If I am remembering that right, and please correct me if I'm not, then I'm with LL, it's not personal against you babysitting, they are just using the person that they were already spending alot of time with. Had the situtation with you and OS improved before this came up?
Hi Dlphnsgl -
I'm not going to tell you to be happy for your son, etc, but if you are the mom who is being sad, hurt, disappointed, bewildered to your son, that may be putting him off. When I left my babies with people, I looked for cheerful people who would have plenty of attention for keeping my babies happy while I was gone.
I think in any situation, getting someone to spend time with you isn't accomplished by saying 'why won't you spend time with me' over and over. Making yourself someone the person wants to spend time would seem be more productive, imo.
That said, I understand you're disappointed - my son moved 1000 miles away to have our first grandchild and now won't send pics or talk to me. I don't really want to change myself into the person he wants me to be in order to garner a possible few hours a year with my GK so I just accept the situation for what it is.

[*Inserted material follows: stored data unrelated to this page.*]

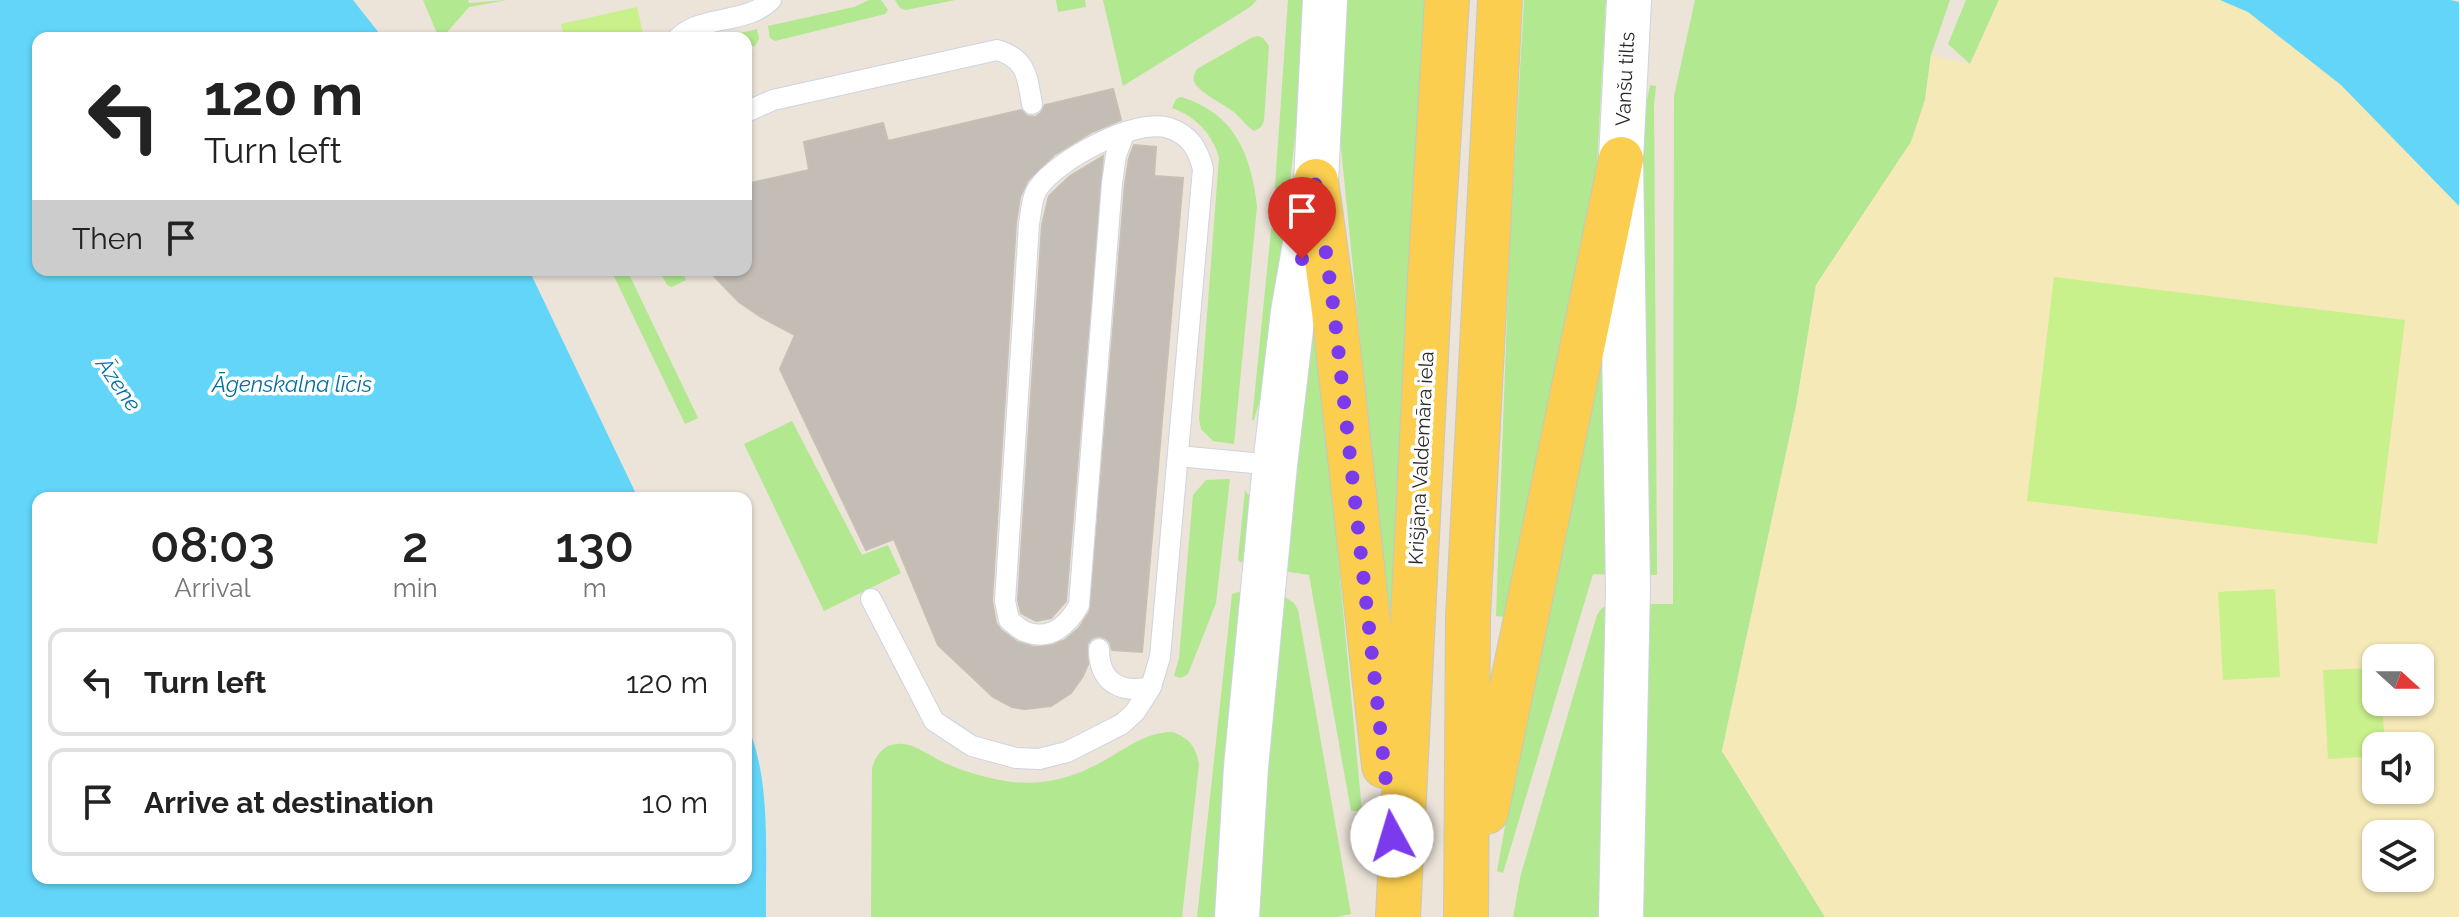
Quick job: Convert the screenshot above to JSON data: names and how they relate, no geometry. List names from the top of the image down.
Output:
{
  "streets": {
    "main road": ["Krišjāņa Valdemāra iela"],
    "street": ["Vanšu tilts"]
  },
  "water": ["Āzene", "Āgenskalna līcis"],
  "north": "right",
  "page": {
    "turn": ["120 m", "Turn left"],
    "then": "Then",
    "eta": [
      "08:03",
      "Arrival",
      "2",
      "min",
      "130",
      "m"
    ],
    "list": [
      {
        "name": "Turn left",
        "value": "120 m"
      },
      {
        "name": "Arrive at destination",
        "value": "10 m"
      }
    ]
  }
}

Bridget, I thought your post was so very sweet and poignant, and wow to tell the truth refreshing! I envy you and have a new post as a little role model! Thank you. You are showing yourself as honest and unpretentious. We all feel jealous, if we tell the truth about it. I think you're doing a really good job, and I don't think there's any red flags flying above your head. I love being a grandmother, and have two spectacular grandsons that I'm close to, but I keep telling myself over and over - watch it Ruth. Don't start the cycle over with g/c as you did with dd and ds, they g/c can't become my validation of worth as a human being, or my social status, or my fairy tale world where all is good and happy.

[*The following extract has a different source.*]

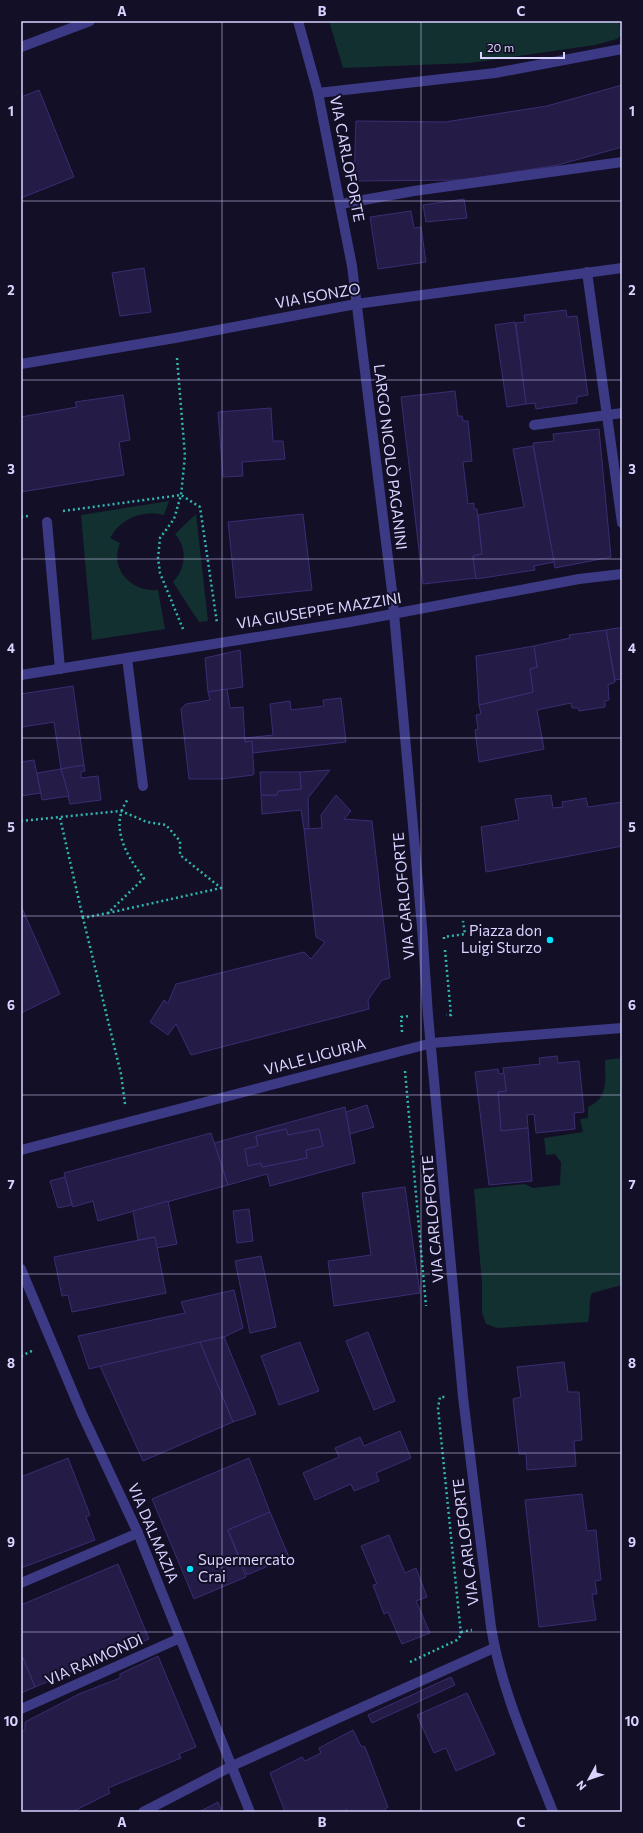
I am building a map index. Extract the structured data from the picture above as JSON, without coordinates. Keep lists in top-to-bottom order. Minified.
{"streets":{"street":["VIA CARLOFORTE","VIA ISONZO","LARGO NICOLÒ PAGANINI","VIA GIUSEPPE MAZZINI","VIALE LIGURIA","VIA DALMAZIA","VIA RAIMONDI"]},"crossings":[["VIA CARLOFORTE","VIA ISONZO"],["VIA CARLOFORTE","LARGO NICOLÒ PAGANINI"],["VIA CARLOFORTE","VIA GIUSEPPE MAZZINI"],["VIA CARLOFORTE","VIALE LIGURIA"],["VIA ISONZO","LARGO NICOLÒ PAGANINI"],["LARGO NICOLÒ PAGANINI","VIA GIUSEPPE MAZZINI"],["VIA DALMAZIA","VIA RAIMONDI"]],"places":["Piazza don Luigi Sturzo","Supermercato Crai"],"scale_bar":"20 m","north":"bottom left","grid":{"columns":["A","B","C"],"rows":["1","2","3","4","5","6","7","8","9","10"]}}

I have been licking my wounds for a day or so now, after I realized that those two spectacular g/s, (whom I dote on and spare nothing as far as favors, gifts, love, etc.) actually gave me NOTHING for Christmas! Well, their names were on their mom's gift, but after I thought it over, it really sickened me. When I was small, I saved up my tiny allowances and so looked forward to picking out some little gift for my grandmothers. I was so excited for them to open it. But the world has changed. That drive isn't in my g/s. But I won't dwell on it, its another opportunity for me to jerk myself up and remind myself that the world turns on and I have to see things clearly, as as I wish or hope them to be. Thanks for such a sweet post. Follow your honest instincts and you'll be a gift to your g/c.